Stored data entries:

Start of Block

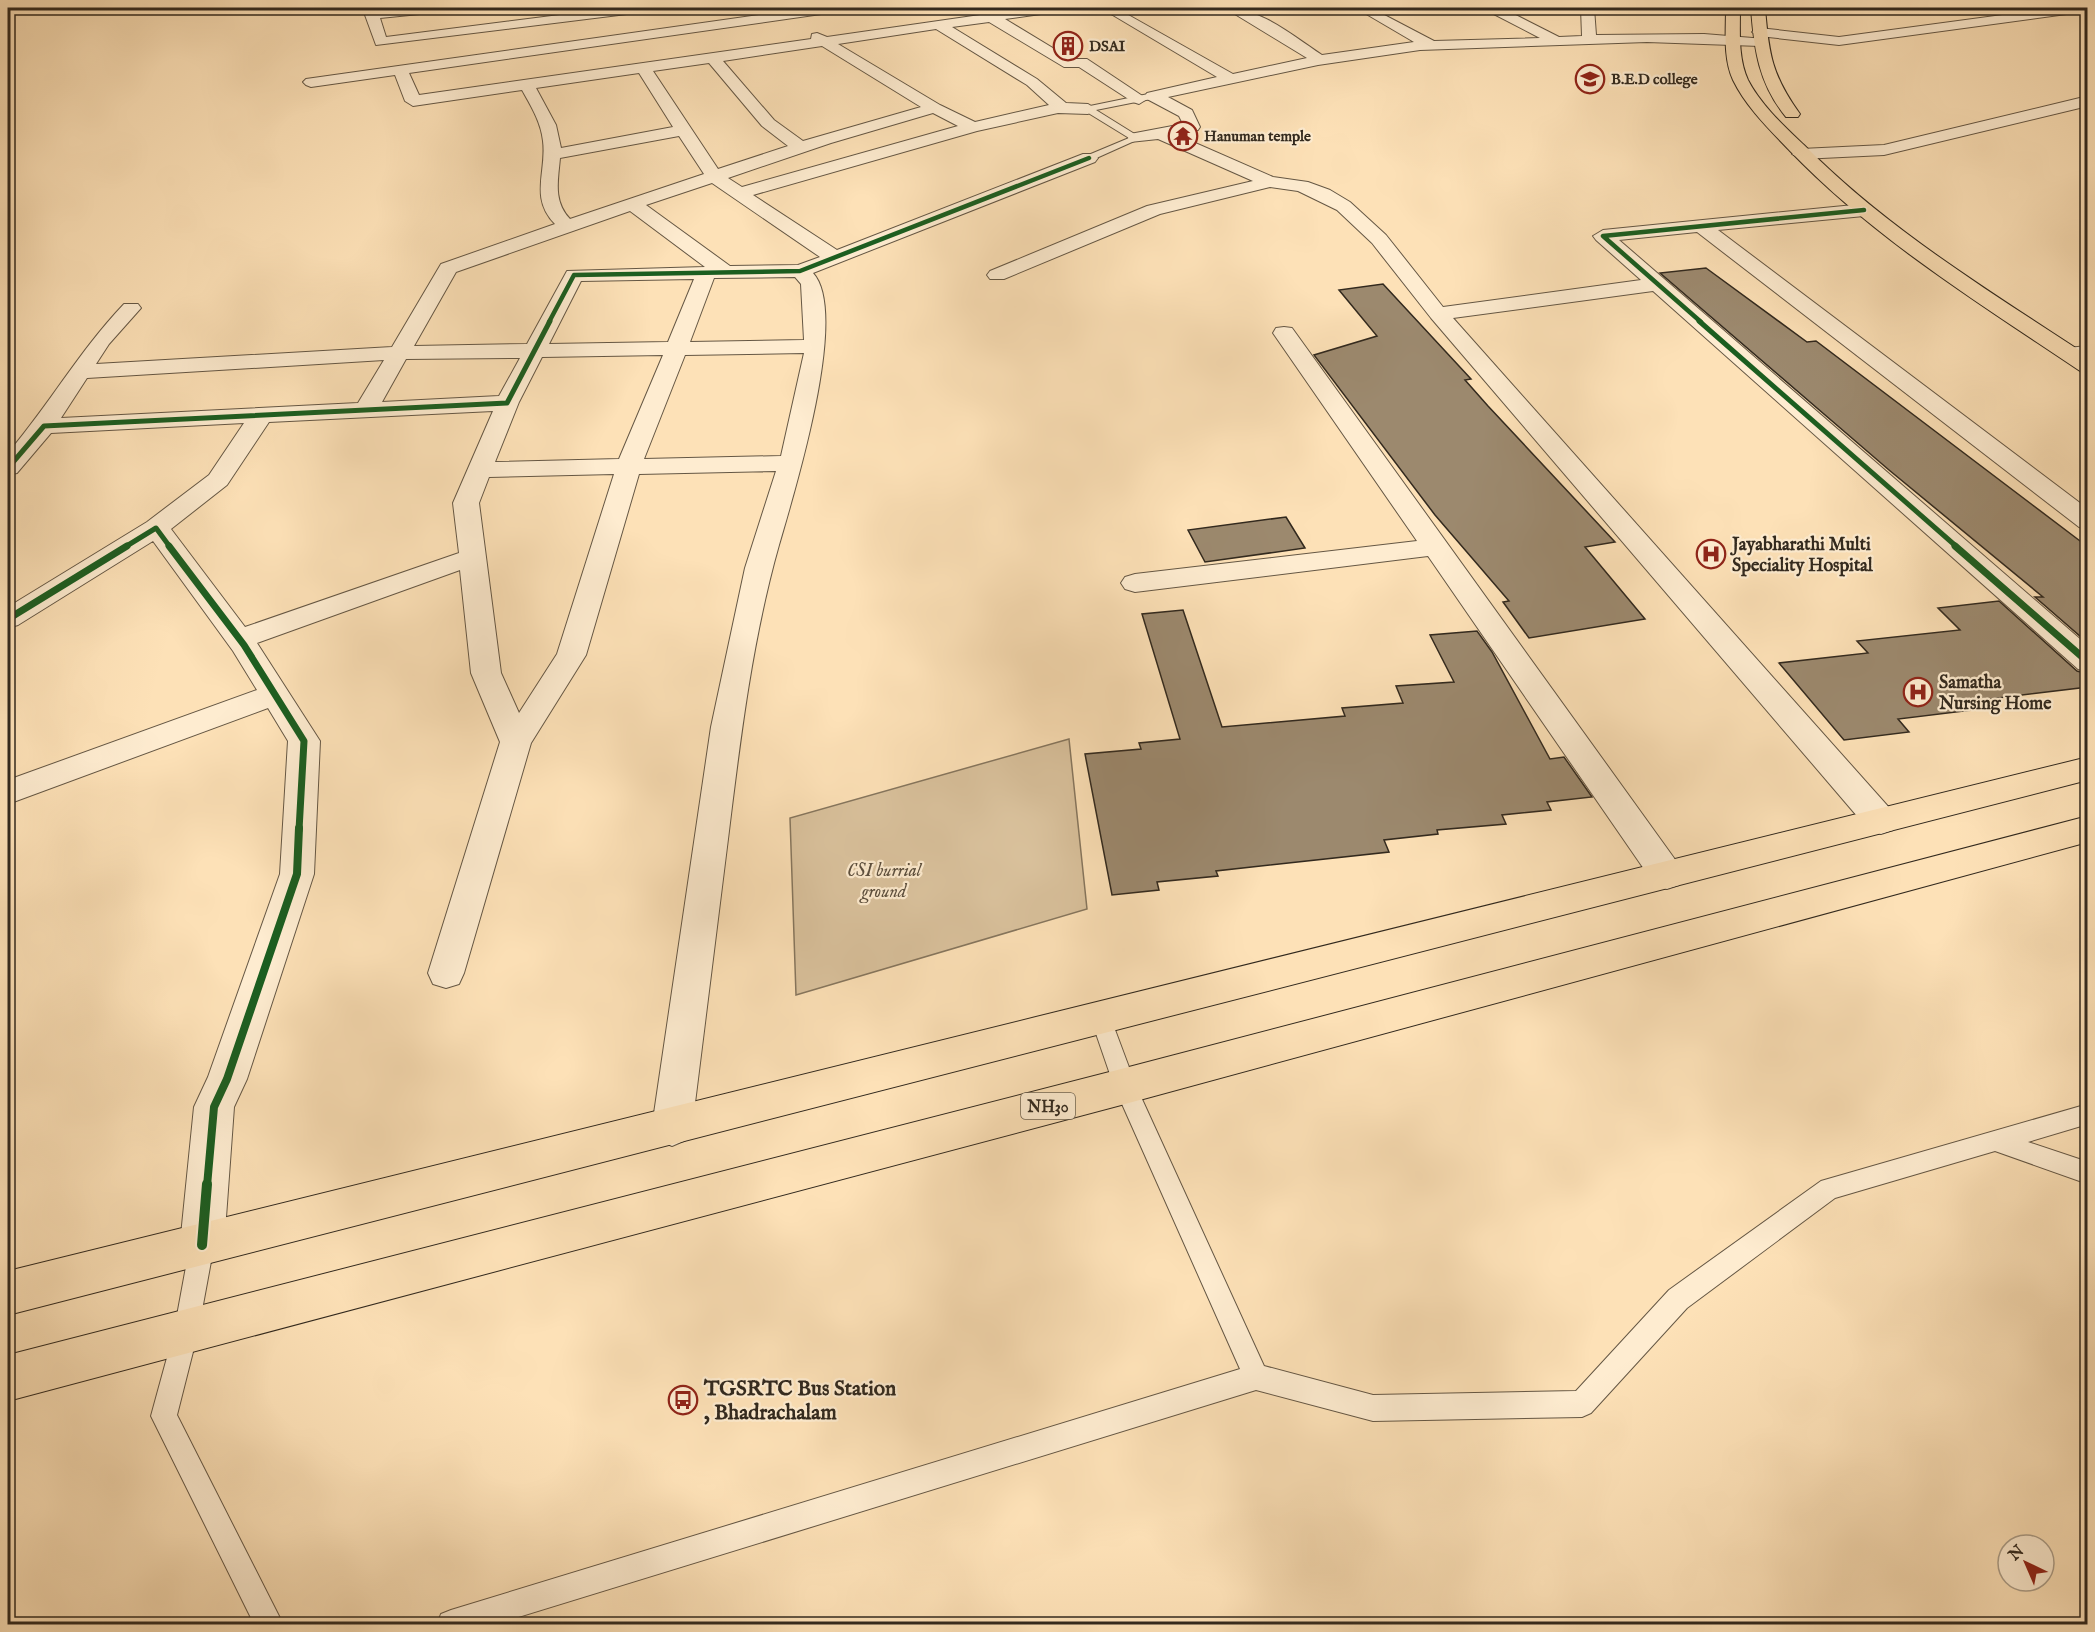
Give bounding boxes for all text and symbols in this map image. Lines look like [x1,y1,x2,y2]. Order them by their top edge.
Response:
building icon: DSAI [1052,30,1084,62]
place label: DSAI [1089,37,1126,56]
school or university icon: B.E.D college [1574,63,1606,95]
place label: B.E.D college [1611,70,1698,89]
temple icon: Hanuman temple [1167,120,1199,152]
place label: Hanuman temple [1204,127,1311,146]
place label: Jayabharathi Multi Speciality Hospital [1730,534,1874,578]
hospital icon: Jayabharathi Multi Speciality Hospital [1695,538,1727,570]
place label: Samatha Nursing Home [1938,672,2052,716]
hospital icon: Samatha Nursing Home [1902,676,1934,708]
park label: CSI burrial ground [847,860,923,904]
road number: NH30 [1021,1093,1075,1119]
place label: TGSRTC Bus Station , Bhadrachalam [703,1376,896,1427]
bus stop icon: TGSRTC Bus Station , Bhadrachalam [667,1384,699,1416]
north arrow [1996,1533,2056,1593]
text: N [2004,1542,2029,1566]

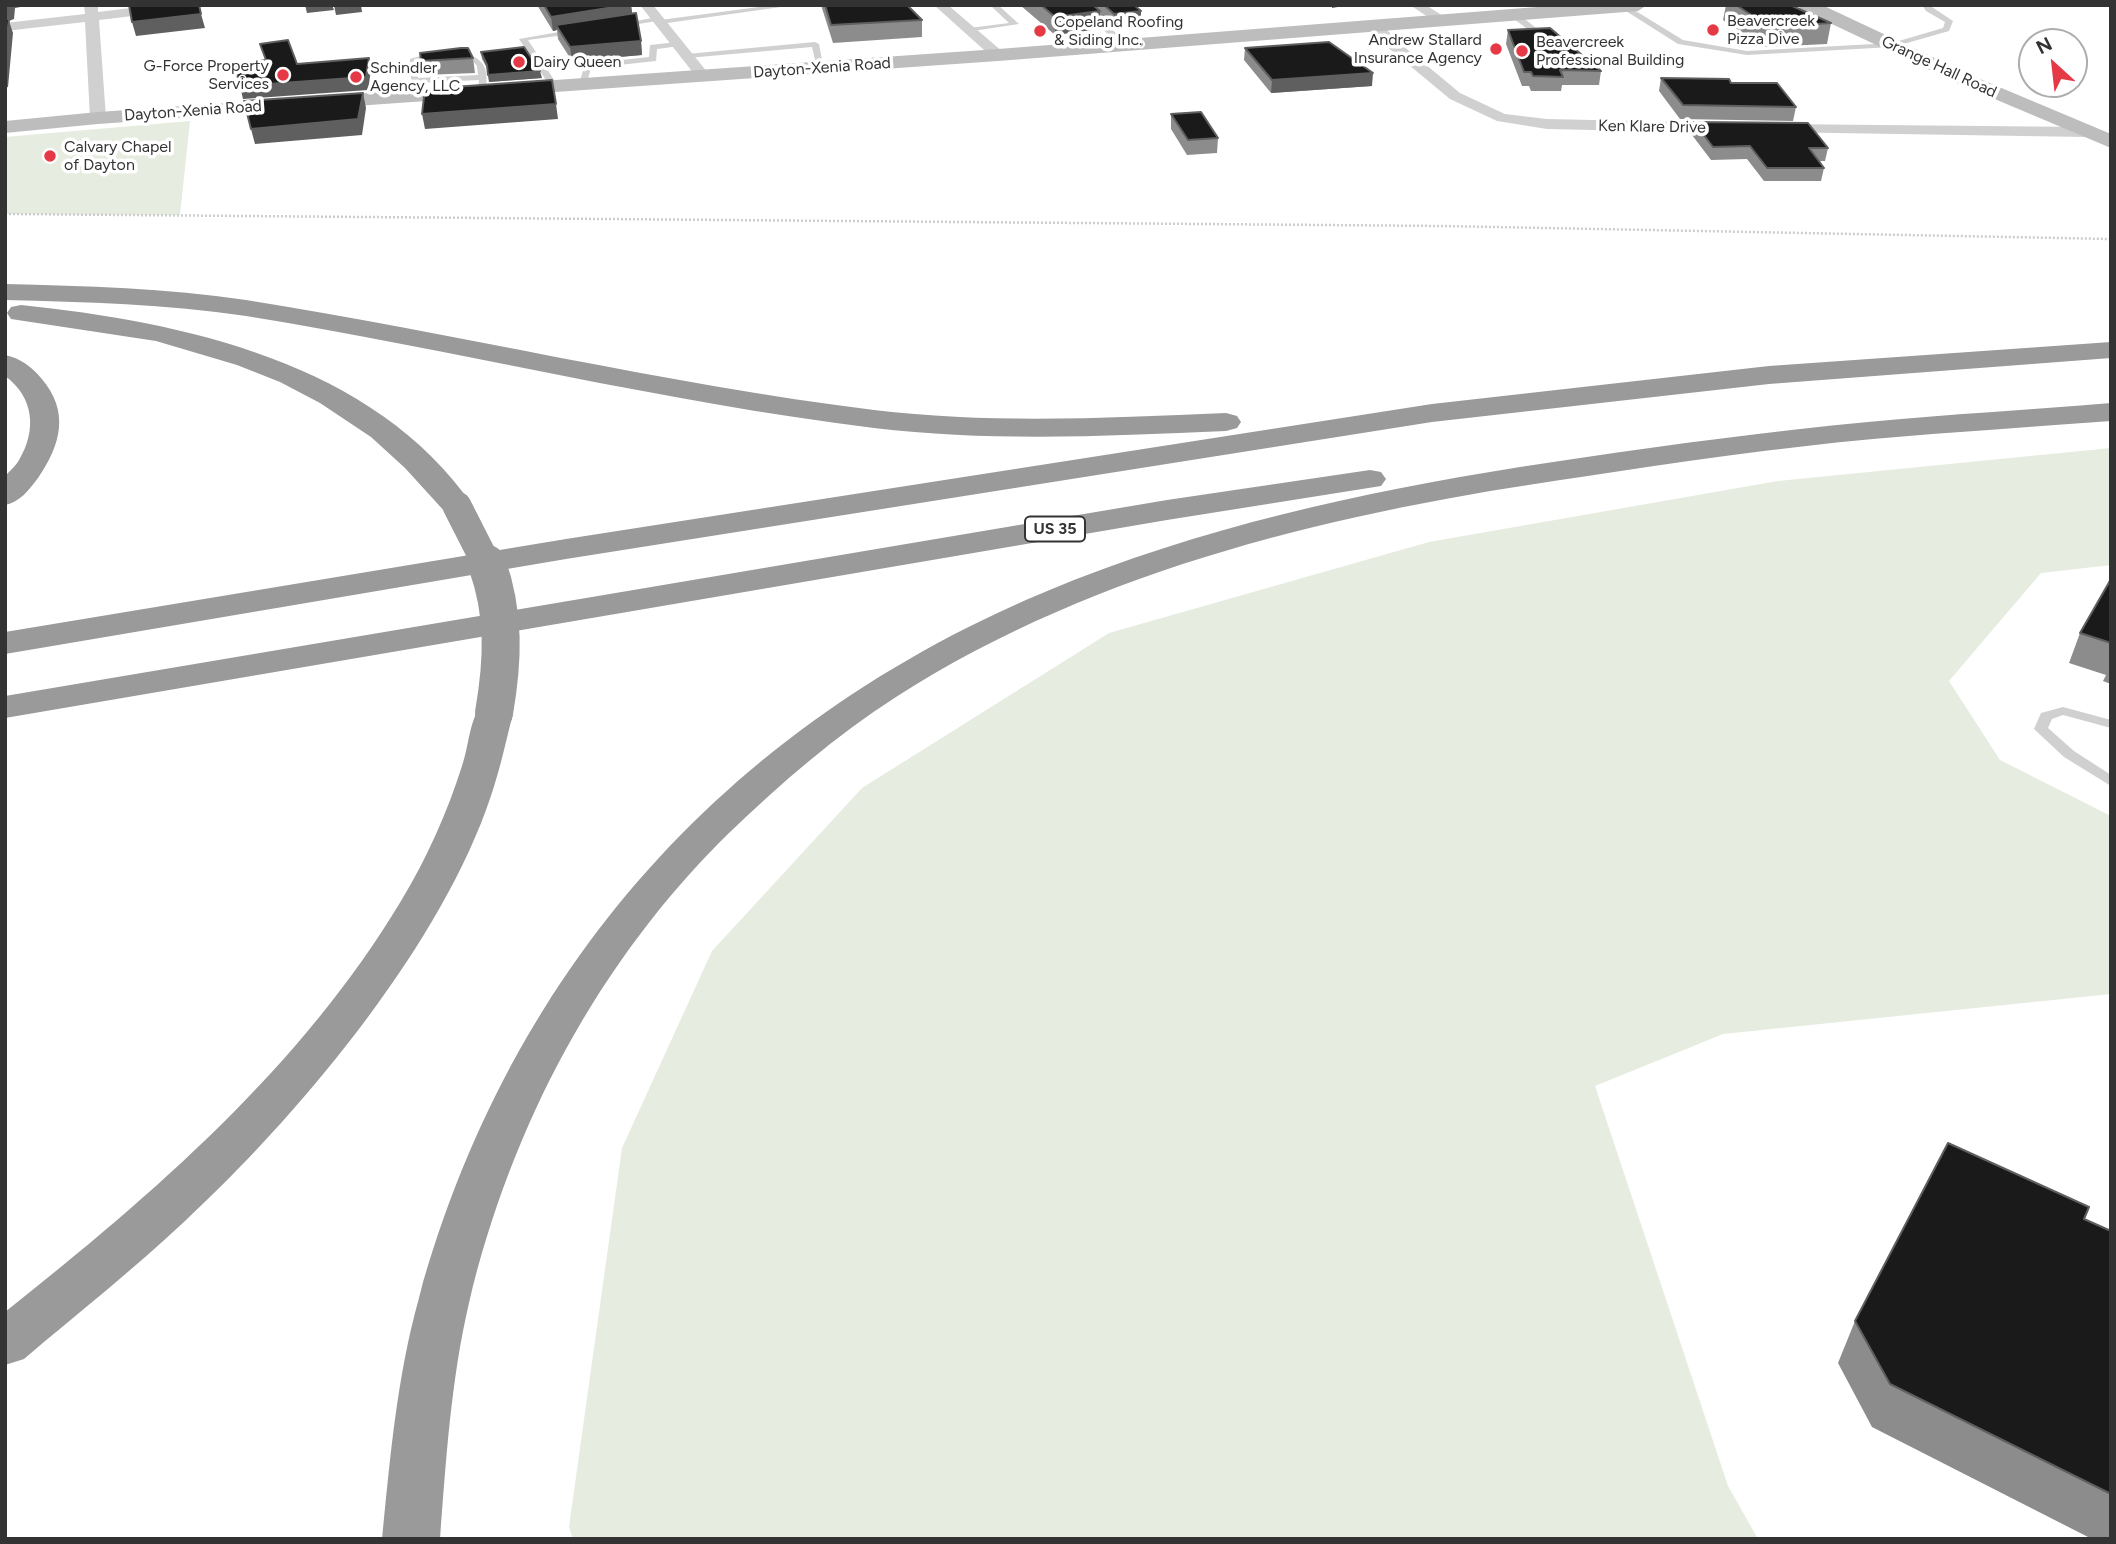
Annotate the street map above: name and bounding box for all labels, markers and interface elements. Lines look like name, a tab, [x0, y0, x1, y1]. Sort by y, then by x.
place label: Beavercreek Pizza Dive	[1727, 11, 1815, 49]
place label: Copeland Roofing & Siding Inc.	[1054, 12, 1183, 50]
marker: Beavercreek Pizza Dive	[1705, 22, 1721, 38]
marker: Copeland Roofing & Siding Inc.	[1032, 23, 1048, 39]
north arrow	[2018, 28, 2088, 98]
place label: Andrew Stallard Insurance Agency	[1354, 30, 1482, 68]
place label: Beavercreek Professional Building	[1536, 32, 1684, 70]
street label: Grange Hall Road	[1878, 32, 2000, 102]
text: N	[2032, 32, 2056, 59]
marker: Andrew Stallard Insurance Agency	[1488, 41, 1504, 57]
marker: Beavercreek Professional Building	[1514, 43, 1530, 59]
place label: Dairy Queen	[533, 52, 621, 72]
marker: Dairy Queen	[511, 54, 527, 70]
street label: Dayton-Xenia Road	[752, 54, 892, 82]
place label: G-Force Property Services	[144, 56, 269, 94]
place label: Schindler Agency, LLC	[370, 58, 460, 96]
marker: G-Force Property Services	[275, 67, 291, 83]
marker: Schindler Agency, LLC	[348, 69, 364, 85]
street label: Dayton-Xenia Road	[123, 97, 263, 125]
street label: Ken Klare Drive	[1598, 116, 1706, 138]
place label: Calvary Chapel of Dayton	[64, 137, 172, 175]
marker: Calvary Chapel of Dayton	[42, 148, 58, 164]
road number: US 35	[1025, 516, 1085, 542]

End of Block

**Directions:** Could you write out the records again exactly, without any of their pictures?

**Reply to the exercise:**
Give bounding boxes for all text and symbols in this map image. Lines look like [x1,y1,x2,y2]. Order them by their top edge.
Response:
building icon: DSAI [1052,30,1084,62]
place label: DSAI [1089,37,1126,56]
school or university icon: B.E.D college [1574,63,1606,95]
place label: B.E.D college [1611,70,1698,89]
temple icon: Hanuman temple [1167,120,1199,152]
place label: Hanuman temple [1204,127,1311,146]
place label: Jayabharathi Multi Speciality Hospital [1730,534,1874,578]
hospital icon: Jayabharathi Multi Speciality Hospital [1695,538,1727,570]
place label: Samatha Nursing Home [1938,672,2052,716]
hospital icon: Samatha Nursing Home [1902,676,1934,708]
park label: CSI burrial ground [847,860,923,904]
road number: NH30 [1021,1093,1075,1119]
place label: TGSRTC Bus Station , Bhadrachalam [703,1376,896,1427]
bus stop icon: TGSRTC Bus Station , Bhadrachalam [667,1384,699,1416]
north arrow [1996,1533,2056,1593]
text: N [2004,1542,2029,1566]

Annotate the street map above: name and bounding box for all labels, markers and interface elements. Lines look like name, a tab, [x0, y0, x1, y1]. Sort by y, then by x.
place label: Beavercreek Pizza Dive	[1727, 11, 1815, 49]
place label: Copeland Roofing & Siding Inc.	[1054, 12, 1183, 50]
marker: Beavercreek Pizza Dive	[1705, 22, 1721, 38]
marker: Copeland Roofing & Siding Inc.	[1032, 23, 1048, 39]
north arrow	[2018, 28, 2088, 98]
place label: Andrew Stallard Insurance Agency	[1354, 30, 1482, 68]
place label: Beavercreek Professional Building	[1536, 32, 1684, 70]
street label: Grange Hall Road	[1878, 32, 2000, 102]
text: N	[2032, 32, 2056, 59]
marker: Andrew Stallard Insurance Agency	[1488, 41, 1504, 57]
marker: Beavercreek Professional Building	[1514, 43, 1530, 59]
place label: Dairy Queen	[533, 52, 621, 72]
marker: Dairy Queen	[511, 54, 527, 70]
street label: Dayton-Xenia Road	[752, 54, 892, 82]
place label: G-Force Property Services	[144, 56, 269, 94]
place label: Schindler Agency, LLC	[370, 58, 460, 96]
marker: G-Force Property Services	[275, 67, 291, 83]
marker: Schindler Agency, LLC	[348, 69, 364, 85]
street label: Dayton-Xenia Road	[123, 97, 263, 125]
street label: Ken Klare Drive	[1598, 116, 1706, 138]
place label: Calvary Chapel of Dayton	[64, 137, 172, 175]
marker: Calvary Chapel of Dayton	[42, 148, 58, 164]
road number: US 35	[1025, 516, 1085, 542]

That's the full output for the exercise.